Мюнхенские дома обрушивались, как костяшки домино, – с той лишь разницей, что валились они не подряд, а через пять – десять – пятнадцать. Это происходило так быстро, что даже образцовые городские службы уже не справлялись с уборкой, и разрушенные здания лежали на улицах бесформенными каменными трупами. Проходя мимо них, Ральф иногда заглядывался на причудливые детали руин – горшки с продолжавшими цвести растениями, раздавленные голубятни (скорбное трепетанье перьев) и чеканные флюгеры, равнодушные уже к любому ветру. Иногда дома разрушались не полностью, и на металлической трубе одиноко высился сливной бачок. С уцелевшей стены на него удивленно смотрели семейные портреты, никак не ожидавшие от бачка подобной стойкости.
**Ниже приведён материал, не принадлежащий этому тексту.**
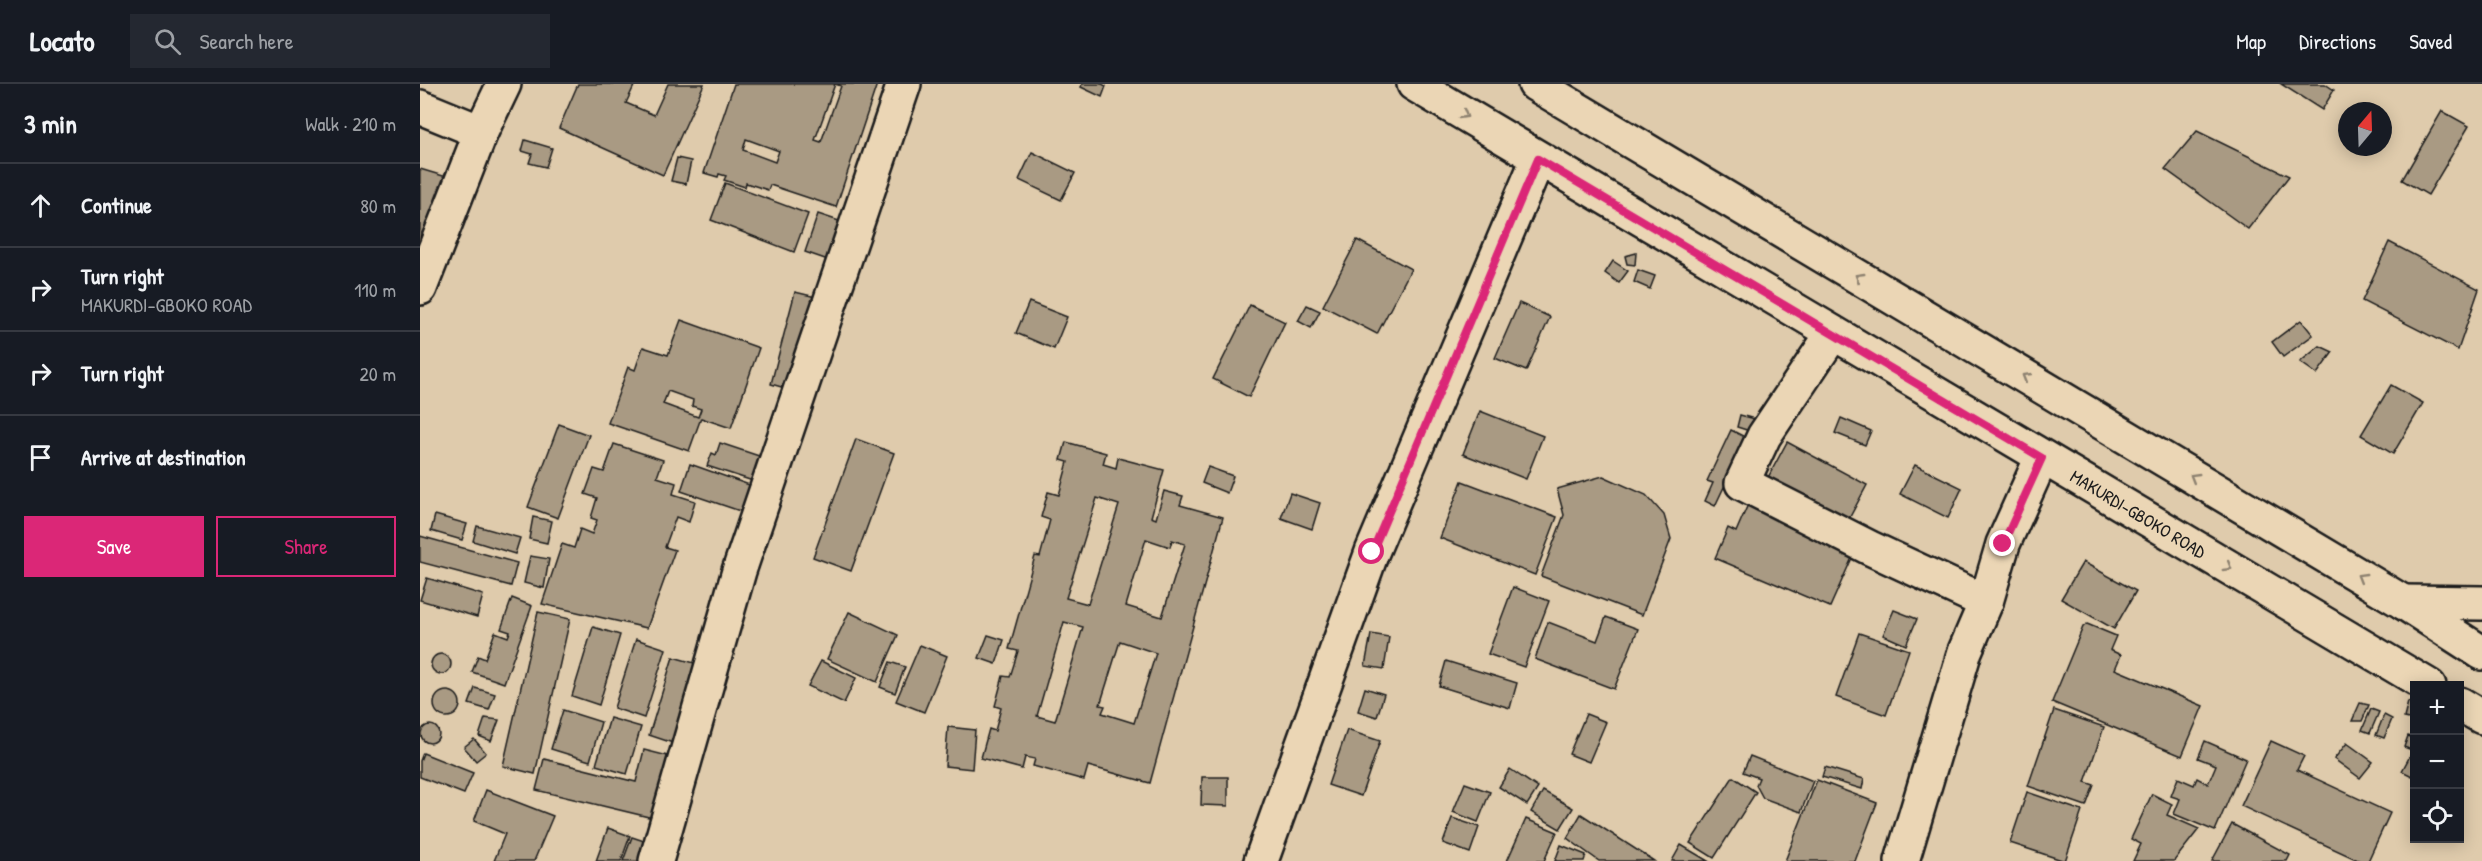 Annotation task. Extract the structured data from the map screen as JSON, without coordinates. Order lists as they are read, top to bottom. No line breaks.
{"streets":{"main road":["MAKURDI-GBOKO ROAD"]},"north":"top","page":{"header":"Locato","search":"Search here","nav":["Map","Directions","Saved"],"heading":["3 min","Walk · 210 m"],"list":[["Continue","80 m"],["Turn right","MAKURDI-GBOKO ROAD","110 m"],["Turn right","20 m"],"Arrive at destination"],"buttons":["Save","Share"],"map_buttons":["+","−"]}}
Ральф не боялся бомбежек. Он верил в определенную логику происходящего и находил, что погибнуть после Сталинграда в Мюнхене было бы нелепо. Он не боялся погибнуть и потому, что со смертью не ожидал существенного ухудшения своего положения. Нынешняя жизнь большой радости у него не вызывала.
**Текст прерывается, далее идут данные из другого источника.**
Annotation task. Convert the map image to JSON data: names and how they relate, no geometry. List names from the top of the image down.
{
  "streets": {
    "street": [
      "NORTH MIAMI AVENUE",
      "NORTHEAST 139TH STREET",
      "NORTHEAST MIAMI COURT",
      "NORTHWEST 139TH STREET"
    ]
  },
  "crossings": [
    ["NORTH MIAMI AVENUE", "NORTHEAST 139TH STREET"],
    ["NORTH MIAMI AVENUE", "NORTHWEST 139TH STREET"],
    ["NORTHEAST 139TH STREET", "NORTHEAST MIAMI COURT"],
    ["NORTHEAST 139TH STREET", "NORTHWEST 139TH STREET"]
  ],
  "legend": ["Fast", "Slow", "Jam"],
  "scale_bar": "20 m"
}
Однажды ночью его разбудил звонок Эрнестины.

– Умер Аймтербоймер, – сказала она сдавленным голосом.

– Бомба?

– Он умер на мне, Ральф…

На том конце провода послышались глухие рыдания. Ральф спустил ноги с кровати, но не нащупал тапок.

– Как неприятно… – голос всё еще его не слушался.

Всхлипы в трубке прекратились.

– Ты даже не представляешь – как!

С той ночи жизнь Ральфа и Эрнестины круто изменилась. Это была уже одна неразделимая жизнь, продлившаяся много десятилетий. Она началась почти сразу после смерти Аймтербоймера, и многие находили это неприличным. Согласитесь, мысленно отвечал недоброжелателям Ральф, в конце концов, и смерть Аймтербоймера была не вполне приличной. А если разобраться – то и жизнь.

В их с Эрнестиной соединении Ральф опять-таки видел ту логику жизни, в которой не сомневался никогда. Он не делал ничего, чтобы объединить свою судьбу с судьбой Эрнестины, но когда это произошло, ничуть не удивился. Такой ход событий казался ему естественным. Соединение с Эрнестиной было для него в какой-то мере воссоединением. К тому же как-то само собой выяснилось, что, несмотря на пережитое, они еще очень молоды. Ральф внезапно осознал, что от избытка жизненных впечатлений перестал чувствовать себя молодым: опыт автоматически превращался в возраст. В 1944 году им было по двадцать четыре года.

Через неделю после похорон Аймтербоймера Эрнестина зашла к Ральфу выпить кофе. Она стояла на пороге, и в глазах ее светились десятилетия грядущей совместной жизни. То, как они смотрели друг на друга, не оставляло места для кофе, и Ральф почувствовал это сразу, но зачем-то все-таки поставил кофе вариться и – вспомнил о нем лишь тогда, когда содержимое турки превратилось в пепел. Он и сам тогда едва не сгорел, потому что первое прикосновение к Эрнестине его обожгло. В это прикосновение он вложил все годы ожидания, всю силу разочарований и надежд. Каждой клеткой своего голого тела ощущал ее кожу и думал, что спустя много лет они снова разделись, но теперь события развиваются по-другому. Совсем по-другому.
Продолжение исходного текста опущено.